Airborne Express - Case study
Strategy and Policy
1. Describe and contrast the business strategies of Airborne Express and Federal Express in the Express Mail industry.
Federal Express believed that as long as packages arrive reliably and on-time, any route was acceptable. They also found that express mail would be efficient through hub and spoke routing. An all express-mail airline would lift packages from across the nation to a single airport, sort them, and send them to their destinations. They refined the target market to focus on small packages more than bulk shipping. Federal Express gave customers Powership computer terminals and shipping software, allowing them to prepare shipping paperwork, streamline billing, and track shipments. Federal Express used mass media marketing to reach all possible customers. Airborne Express targeted the business customer that regularly shipped a large volume of urgent items to other business locations. They passed over residential deliveries and infrequent shippers. They are very selective to whom they serve which allows Airborne Express to fulfill customers needs by doing what the company is best at. They also owned the airport that served as its major hub instead of renting out space like Federal Express does. The aircraft used by Airborne were used and their cargo containers were specially designed to fit through a normal airplane door. This combination led to an 80% utilization of space instead of the 65-70% that was the norm of Federal Express. Airborne stayed away from newer technologies and allowed others to be “Guinea Pigs” with new systems, they even relied more heavily on man power than automated sorting. They avoided mass media and targeted logistics level managers with a sales force.
2. What are the key Opportunities and Threats in the Express Mail industry?
In order to have a clear understanding of Airborne’s position and to make recommendations about future moves, it is critical to examine the industry environment - competitors, customers, and suppliers. To do so, the Porter’s five forces can be used. Within this framework, a weak competitive force can be viewed as an opportunity because it allows a company to earn greater profits.

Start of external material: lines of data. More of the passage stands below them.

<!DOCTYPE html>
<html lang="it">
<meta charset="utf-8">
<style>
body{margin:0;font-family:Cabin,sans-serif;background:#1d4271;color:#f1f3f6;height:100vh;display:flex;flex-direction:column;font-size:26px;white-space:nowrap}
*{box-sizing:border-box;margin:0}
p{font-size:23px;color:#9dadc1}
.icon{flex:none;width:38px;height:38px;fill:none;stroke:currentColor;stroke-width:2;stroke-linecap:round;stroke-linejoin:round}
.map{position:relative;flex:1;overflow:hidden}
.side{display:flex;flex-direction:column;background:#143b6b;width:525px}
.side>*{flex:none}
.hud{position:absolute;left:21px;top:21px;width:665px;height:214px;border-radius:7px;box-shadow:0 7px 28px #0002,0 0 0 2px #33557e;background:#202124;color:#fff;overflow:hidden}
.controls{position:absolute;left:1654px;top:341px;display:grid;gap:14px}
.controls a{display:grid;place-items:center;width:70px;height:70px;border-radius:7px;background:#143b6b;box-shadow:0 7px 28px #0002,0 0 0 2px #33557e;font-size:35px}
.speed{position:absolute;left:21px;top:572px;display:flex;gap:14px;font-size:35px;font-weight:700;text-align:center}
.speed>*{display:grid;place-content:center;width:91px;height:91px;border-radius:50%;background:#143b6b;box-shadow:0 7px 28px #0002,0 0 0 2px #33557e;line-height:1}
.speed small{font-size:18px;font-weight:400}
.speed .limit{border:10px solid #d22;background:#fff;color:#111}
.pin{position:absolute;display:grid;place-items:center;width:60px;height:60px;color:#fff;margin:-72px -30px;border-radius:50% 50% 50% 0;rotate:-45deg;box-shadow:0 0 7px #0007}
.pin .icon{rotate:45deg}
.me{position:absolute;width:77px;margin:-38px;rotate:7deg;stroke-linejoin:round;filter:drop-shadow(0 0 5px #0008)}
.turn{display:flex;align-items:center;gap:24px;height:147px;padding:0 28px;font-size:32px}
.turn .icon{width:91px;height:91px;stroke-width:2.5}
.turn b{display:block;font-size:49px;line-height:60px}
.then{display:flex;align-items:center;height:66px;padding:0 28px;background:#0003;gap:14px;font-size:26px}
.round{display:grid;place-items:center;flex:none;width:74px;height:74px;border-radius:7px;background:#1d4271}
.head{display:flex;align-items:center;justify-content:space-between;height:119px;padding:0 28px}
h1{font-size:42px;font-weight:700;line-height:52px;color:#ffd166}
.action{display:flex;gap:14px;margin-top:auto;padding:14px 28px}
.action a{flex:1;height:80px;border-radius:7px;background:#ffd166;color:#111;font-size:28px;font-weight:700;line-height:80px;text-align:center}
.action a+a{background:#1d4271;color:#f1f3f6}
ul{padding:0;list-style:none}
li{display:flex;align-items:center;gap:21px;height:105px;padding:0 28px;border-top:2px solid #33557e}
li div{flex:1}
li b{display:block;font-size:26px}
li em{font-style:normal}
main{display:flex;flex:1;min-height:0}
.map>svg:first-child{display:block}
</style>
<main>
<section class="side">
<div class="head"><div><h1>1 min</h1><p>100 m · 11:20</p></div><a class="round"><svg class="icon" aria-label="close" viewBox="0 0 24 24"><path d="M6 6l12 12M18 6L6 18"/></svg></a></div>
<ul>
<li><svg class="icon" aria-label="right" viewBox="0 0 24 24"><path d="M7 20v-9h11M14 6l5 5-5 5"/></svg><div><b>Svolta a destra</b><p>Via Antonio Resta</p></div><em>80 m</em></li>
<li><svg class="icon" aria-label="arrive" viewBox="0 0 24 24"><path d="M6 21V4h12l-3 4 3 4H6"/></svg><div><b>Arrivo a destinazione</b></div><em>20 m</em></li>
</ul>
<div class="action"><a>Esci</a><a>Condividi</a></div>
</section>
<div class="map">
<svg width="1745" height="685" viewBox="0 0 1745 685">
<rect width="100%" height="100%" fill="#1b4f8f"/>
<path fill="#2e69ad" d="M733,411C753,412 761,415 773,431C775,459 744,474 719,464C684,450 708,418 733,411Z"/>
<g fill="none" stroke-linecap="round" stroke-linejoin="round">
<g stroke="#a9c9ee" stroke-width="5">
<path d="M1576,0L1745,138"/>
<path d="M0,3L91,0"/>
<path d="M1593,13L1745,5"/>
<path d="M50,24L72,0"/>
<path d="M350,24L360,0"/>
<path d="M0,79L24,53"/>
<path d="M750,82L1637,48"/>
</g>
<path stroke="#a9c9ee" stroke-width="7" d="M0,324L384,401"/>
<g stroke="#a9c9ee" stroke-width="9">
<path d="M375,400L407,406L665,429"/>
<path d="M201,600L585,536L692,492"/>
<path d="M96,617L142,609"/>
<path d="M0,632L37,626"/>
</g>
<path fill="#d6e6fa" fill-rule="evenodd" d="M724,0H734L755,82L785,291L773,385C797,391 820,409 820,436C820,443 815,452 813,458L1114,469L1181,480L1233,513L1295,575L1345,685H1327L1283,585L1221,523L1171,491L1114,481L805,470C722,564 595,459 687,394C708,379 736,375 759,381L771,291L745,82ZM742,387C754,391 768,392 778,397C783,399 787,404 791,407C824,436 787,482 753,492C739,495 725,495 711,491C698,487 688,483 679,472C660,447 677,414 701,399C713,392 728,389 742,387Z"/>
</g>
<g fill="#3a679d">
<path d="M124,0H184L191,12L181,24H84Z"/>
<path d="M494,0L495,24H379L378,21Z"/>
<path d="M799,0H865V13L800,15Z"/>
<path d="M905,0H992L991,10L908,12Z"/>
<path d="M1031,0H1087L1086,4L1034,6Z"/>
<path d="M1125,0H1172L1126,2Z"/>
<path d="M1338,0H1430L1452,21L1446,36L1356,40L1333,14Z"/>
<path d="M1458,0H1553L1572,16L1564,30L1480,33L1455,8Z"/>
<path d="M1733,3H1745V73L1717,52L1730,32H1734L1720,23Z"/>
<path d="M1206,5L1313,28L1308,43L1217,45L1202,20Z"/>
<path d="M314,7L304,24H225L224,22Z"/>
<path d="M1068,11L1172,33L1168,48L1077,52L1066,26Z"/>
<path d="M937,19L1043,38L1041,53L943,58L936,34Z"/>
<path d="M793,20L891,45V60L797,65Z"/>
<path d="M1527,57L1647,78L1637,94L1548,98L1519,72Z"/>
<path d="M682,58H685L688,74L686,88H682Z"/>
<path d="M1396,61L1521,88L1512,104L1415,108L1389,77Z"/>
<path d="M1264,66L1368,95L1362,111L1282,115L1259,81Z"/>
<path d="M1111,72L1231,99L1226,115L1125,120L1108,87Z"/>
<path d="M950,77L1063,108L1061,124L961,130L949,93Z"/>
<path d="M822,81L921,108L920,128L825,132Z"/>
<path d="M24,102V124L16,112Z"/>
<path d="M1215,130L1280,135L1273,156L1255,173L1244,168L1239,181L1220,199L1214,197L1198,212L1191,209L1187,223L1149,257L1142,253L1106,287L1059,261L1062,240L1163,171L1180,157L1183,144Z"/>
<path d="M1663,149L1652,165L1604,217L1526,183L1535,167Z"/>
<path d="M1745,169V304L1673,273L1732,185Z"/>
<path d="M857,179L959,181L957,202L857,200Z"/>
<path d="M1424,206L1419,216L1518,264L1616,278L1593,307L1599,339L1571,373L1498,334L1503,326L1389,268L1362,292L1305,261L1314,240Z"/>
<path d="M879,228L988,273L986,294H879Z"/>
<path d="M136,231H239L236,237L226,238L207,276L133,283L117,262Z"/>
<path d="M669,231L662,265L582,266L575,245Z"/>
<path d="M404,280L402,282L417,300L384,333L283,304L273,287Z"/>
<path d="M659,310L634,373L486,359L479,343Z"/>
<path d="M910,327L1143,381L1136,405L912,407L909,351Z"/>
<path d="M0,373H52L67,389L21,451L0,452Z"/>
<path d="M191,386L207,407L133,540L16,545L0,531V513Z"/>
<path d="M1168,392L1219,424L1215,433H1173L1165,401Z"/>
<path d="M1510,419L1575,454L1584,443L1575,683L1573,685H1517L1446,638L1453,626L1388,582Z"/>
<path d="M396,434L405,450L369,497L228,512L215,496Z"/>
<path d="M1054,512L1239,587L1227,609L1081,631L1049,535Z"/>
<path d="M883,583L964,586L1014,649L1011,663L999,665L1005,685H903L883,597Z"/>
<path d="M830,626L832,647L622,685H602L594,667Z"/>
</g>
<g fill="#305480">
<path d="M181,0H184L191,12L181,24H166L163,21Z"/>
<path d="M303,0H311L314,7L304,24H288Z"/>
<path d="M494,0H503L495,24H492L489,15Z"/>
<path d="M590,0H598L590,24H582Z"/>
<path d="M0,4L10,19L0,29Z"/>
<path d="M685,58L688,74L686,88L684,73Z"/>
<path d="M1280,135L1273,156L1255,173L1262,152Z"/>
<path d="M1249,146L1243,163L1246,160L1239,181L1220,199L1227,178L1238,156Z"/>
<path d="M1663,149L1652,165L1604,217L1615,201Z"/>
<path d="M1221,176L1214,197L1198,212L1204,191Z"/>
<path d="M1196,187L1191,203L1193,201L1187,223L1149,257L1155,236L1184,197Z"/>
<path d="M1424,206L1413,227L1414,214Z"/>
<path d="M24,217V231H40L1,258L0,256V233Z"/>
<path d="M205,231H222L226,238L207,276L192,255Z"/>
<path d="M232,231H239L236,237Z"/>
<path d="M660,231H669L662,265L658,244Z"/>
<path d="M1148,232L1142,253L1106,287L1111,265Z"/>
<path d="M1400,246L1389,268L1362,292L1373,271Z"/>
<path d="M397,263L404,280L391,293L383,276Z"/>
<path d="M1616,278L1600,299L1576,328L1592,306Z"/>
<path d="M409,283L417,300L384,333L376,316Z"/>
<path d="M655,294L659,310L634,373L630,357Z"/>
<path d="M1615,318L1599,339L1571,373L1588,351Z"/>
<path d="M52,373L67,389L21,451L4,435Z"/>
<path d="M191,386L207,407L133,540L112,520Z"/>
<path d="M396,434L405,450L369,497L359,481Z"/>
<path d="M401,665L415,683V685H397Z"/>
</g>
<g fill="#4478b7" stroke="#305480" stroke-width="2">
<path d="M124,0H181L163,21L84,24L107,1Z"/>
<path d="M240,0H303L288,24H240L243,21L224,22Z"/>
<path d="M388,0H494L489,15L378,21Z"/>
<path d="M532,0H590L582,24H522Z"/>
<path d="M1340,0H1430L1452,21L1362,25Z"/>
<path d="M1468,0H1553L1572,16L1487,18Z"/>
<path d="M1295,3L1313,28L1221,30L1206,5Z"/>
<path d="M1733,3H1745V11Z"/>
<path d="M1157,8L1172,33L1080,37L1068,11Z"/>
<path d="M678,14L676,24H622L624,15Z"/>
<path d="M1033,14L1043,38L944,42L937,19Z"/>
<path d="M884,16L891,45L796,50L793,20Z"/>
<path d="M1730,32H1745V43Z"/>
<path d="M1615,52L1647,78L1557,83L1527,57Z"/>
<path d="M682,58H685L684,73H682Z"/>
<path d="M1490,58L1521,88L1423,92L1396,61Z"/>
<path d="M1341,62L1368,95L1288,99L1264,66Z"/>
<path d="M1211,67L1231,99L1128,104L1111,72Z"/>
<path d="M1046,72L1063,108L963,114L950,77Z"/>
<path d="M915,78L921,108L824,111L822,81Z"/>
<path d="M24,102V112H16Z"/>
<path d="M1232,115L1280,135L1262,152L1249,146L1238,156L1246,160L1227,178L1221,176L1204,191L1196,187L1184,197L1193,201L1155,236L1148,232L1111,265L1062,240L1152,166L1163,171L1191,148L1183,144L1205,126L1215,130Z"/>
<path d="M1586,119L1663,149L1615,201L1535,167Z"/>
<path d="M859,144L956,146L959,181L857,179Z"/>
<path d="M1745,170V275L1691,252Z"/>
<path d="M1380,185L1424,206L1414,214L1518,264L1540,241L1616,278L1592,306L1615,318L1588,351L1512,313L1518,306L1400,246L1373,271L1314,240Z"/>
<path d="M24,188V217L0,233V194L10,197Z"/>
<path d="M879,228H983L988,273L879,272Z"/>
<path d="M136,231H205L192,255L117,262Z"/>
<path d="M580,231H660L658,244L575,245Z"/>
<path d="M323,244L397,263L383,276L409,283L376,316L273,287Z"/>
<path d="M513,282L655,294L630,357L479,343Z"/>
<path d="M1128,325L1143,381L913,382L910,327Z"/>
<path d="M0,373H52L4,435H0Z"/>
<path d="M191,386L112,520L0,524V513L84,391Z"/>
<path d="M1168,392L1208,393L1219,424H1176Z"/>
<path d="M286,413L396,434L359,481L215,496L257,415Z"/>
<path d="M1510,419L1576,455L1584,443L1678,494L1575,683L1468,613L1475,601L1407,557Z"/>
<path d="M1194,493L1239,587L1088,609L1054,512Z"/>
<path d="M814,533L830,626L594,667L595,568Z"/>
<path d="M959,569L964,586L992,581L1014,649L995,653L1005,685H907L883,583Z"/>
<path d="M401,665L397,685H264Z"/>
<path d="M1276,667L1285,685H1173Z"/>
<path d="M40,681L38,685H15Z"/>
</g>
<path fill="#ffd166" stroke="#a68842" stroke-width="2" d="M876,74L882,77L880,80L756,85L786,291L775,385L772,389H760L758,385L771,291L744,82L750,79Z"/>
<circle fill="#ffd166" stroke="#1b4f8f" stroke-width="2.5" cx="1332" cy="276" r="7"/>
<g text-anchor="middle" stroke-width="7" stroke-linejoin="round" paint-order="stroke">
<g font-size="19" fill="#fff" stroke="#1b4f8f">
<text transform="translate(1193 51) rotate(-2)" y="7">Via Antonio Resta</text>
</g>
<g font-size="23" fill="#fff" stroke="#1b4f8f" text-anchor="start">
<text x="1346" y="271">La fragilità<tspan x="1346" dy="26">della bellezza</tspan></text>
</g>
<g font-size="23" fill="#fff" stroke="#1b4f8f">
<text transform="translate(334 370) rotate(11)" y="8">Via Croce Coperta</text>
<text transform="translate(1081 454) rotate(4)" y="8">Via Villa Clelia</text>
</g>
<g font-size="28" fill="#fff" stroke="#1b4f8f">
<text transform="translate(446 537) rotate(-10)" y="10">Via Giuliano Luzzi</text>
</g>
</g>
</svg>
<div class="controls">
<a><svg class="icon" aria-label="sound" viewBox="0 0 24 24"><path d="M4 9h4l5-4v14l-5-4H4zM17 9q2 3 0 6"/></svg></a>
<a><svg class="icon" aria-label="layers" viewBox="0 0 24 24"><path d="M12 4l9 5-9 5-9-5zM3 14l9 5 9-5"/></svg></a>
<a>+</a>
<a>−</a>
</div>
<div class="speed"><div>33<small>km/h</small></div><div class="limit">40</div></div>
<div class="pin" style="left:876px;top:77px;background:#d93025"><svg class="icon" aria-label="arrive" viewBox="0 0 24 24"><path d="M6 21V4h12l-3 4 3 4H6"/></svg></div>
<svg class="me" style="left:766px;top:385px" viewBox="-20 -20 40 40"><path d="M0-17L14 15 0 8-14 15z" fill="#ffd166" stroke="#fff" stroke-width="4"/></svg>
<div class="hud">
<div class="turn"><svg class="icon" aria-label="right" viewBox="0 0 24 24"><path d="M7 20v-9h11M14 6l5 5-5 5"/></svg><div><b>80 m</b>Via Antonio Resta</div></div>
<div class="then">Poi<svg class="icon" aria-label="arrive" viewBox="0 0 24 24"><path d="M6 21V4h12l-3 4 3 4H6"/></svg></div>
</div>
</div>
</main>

Trying to find the opportunities of the express mail industry, the existent barriers of entry can be seen as a weak force because they make it harder for companies to enter this industry. The costs of becoming established in this industry are so large that it discourages potential entrants. For instance, a company entering this industry would have to incur large upfront costs to operate, such as constructing a hub and purchasing a fleet of airplanes. In addition, a potential entrant must spend large amounts on technology (for example, information management software) in order to be competitive in this industry. Another barrier of entry is the economies of scale possessed by the main players. Due to their size, they are in better position to negotiate favorable contracts with suppliers.
Another interesting force is the intensity of rivalry between companies within the industry. As we can read in the case, industry observers expected volumes to grow at roughly 10% annual clip for the next five to ten years; this means that, if demand in the industry continues to grow, the competition and the rivalry between companies will become more moderate. Consequently, this situation will provide greater scope for companies to compete for customers.
The Express Mail industry faces a number of threats, which can be examined using Porter’s five forces model. One of the most threatening forces is the availability of substitutes within the industry. Consumers have a number of different substitute companies to choose from, which vary in price and delivery method. Once a contract was up, customers had no loyalty, and had the ability to choose among a number of carriers.